From the data that follows, report the number of lines including "grid", and only that number.
- Opening Delimiter -
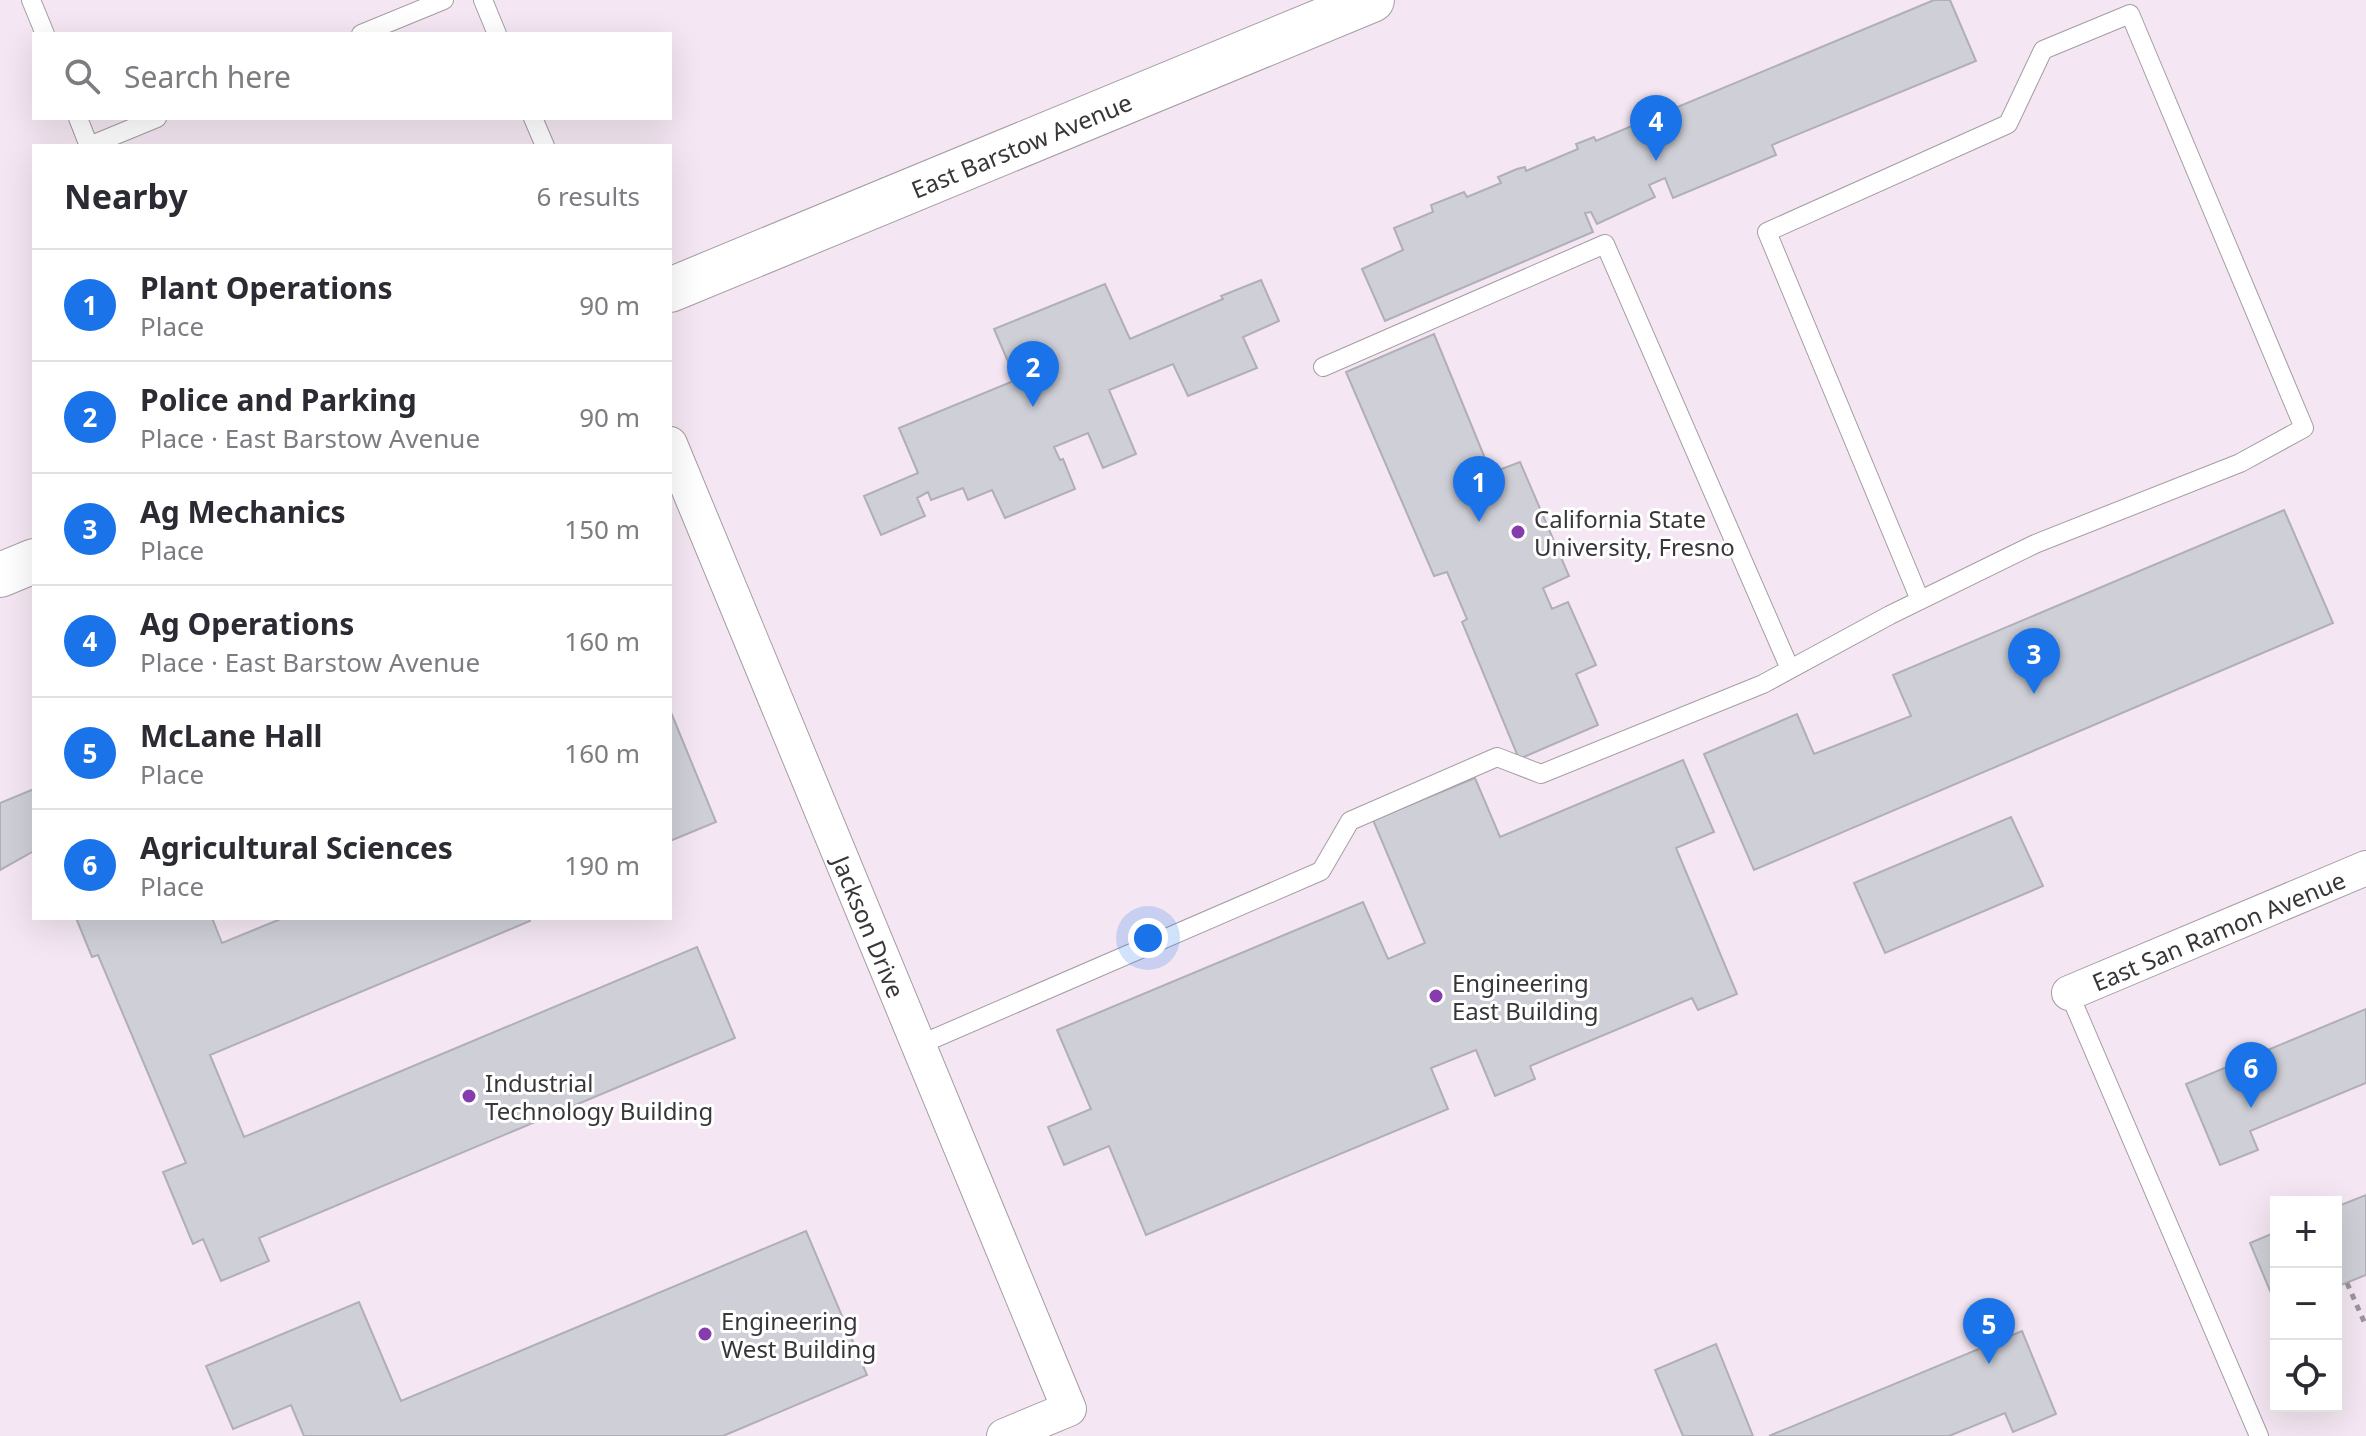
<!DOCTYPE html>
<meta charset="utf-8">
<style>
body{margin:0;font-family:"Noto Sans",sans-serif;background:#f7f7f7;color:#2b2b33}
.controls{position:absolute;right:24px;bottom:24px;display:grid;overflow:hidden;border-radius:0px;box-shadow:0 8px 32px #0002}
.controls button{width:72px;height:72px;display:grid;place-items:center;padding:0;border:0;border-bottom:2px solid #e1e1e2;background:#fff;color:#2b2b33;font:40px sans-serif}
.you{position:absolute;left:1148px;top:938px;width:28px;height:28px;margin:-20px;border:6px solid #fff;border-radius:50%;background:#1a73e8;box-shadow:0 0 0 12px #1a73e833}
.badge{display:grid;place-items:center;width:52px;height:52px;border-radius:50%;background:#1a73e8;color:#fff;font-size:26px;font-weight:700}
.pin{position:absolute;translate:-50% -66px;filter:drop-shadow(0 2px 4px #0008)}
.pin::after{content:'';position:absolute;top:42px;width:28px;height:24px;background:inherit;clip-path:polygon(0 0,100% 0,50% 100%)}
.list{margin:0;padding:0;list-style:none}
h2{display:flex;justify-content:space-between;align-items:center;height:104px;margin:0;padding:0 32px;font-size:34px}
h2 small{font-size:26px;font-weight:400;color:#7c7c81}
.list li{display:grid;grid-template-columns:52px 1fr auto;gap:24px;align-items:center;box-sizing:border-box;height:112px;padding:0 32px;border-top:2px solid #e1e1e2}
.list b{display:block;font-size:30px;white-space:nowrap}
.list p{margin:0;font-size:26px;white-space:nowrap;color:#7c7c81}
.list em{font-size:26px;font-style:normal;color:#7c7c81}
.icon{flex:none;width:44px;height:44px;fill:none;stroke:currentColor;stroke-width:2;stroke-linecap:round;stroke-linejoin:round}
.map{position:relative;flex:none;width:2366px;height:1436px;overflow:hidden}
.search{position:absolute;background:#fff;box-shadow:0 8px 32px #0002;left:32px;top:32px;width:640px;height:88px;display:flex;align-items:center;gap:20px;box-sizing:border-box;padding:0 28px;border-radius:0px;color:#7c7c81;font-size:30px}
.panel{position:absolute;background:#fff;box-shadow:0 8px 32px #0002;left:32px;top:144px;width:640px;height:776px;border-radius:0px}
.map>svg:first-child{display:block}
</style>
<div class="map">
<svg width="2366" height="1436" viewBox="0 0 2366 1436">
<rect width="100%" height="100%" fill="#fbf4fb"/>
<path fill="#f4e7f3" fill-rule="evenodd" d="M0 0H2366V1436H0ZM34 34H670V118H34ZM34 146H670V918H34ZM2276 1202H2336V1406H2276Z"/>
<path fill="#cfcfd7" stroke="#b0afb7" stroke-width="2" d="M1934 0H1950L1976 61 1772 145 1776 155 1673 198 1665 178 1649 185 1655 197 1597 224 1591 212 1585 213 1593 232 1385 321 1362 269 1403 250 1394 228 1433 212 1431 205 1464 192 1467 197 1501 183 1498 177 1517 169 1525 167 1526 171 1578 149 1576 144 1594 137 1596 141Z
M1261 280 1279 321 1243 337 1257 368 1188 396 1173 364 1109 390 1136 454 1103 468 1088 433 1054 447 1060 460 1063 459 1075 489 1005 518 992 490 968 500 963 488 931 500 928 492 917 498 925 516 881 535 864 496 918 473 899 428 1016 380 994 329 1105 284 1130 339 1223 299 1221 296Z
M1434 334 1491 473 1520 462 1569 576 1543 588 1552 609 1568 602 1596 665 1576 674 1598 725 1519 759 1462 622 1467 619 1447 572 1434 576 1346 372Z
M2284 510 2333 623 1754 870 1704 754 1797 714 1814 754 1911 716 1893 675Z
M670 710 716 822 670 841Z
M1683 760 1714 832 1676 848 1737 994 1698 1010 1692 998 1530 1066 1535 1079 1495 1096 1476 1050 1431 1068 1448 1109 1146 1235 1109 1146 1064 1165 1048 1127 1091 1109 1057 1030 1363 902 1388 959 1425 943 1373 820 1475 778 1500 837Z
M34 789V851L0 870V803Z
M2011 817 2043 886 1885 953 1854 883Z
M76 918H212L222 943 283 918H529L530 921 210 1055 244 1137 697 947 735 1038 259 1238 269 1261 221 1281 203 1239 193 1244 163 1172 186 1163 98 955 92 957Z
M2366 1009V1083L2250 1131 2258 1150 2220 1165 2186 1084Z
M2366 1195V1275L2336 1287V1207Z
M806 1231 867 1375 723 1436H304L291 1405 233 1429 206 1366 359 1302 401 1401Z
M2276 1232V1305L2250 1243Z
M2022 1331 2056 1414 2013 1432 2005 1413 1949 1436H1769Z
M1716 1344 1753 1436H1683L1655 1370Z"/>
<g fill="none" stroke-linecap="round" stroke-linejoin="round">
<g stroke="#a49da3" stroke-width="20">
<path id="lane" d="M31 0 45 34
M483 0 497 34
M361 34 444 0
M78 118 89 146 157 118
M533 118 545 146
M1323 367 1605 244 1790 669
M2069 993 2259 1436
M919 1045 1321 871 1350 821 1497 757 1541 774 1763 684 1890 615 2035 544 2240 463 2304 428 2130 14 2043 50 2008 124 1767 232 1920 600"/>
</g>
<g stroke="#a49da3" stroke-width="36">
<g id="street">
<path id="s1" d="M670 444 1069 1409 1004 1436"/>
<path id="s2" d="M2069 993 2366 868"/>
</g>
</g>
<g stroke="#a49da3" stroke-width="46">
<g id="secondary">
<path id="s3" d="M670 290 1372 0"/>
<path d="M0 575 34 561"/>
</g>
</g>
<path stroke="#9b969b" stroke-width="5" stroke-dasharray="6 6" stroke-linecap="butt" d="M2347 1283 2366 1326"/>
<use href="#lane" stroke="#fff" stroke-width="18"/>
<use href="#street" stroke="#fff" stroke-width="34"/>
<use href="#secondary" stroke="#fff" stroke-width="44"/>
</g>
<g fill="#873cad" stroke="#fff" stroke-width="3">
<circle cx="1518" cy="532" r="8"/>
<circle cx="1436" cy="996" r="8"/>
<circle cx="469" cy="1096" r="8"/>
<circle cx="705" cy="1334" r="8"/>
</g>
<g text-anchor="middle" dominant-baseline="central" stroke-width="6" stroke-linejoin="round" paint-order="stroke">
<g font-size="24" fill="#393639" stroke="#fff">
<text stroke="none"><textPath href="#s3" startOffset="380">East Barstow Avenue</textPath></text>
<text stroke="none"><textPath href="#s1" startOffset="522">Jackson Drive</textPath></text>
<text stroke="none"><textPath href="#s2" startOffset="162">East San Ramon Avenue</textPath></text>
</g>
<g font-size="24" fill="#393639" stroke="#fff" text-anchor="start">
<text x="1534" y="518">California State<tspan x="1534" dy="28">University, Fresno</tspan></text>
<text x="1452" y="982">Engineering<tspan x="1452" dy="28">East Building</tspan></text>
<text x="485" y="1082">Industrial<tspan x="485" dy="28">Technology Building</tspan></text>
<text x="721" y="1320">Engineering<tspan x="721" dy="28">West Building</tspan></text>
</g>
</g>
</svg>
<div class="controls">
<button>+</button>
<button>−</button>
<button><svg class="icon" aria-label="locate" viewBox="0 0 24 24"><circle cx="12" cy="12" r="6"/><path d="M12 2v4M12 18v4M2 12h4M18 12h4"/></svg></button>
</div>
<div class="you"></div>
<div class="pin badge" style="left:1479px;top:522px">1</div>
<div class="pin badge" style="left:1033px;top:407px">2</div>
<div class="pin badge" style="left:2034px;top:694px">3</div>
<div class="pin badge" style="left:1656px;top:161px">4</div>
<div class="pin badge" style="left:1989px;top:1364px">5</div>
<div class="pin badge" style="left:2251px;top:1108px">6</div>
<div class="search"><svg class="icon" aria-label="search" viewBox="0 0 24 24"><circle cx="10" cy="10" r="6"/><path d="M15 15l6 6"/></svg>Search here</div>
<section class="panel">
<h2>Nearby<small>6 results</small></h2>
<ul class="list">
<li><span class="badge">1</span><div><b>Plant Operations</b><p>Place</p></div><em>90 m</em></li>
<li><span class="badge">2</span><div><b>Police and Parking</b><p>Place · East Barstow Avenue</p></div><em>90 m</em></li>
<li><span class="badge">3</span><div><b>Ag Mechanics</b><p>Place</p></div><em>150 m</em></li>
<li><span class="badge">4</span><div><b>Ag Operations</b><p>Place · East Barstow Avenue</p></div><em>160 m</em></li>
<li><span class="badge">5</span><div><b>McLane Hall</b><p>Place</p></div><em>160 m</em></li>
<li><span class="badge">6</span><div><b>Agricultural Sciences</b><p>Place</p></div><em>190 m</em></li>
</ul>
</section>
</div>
- Closing Delimiter -
Answer to the problem >> 4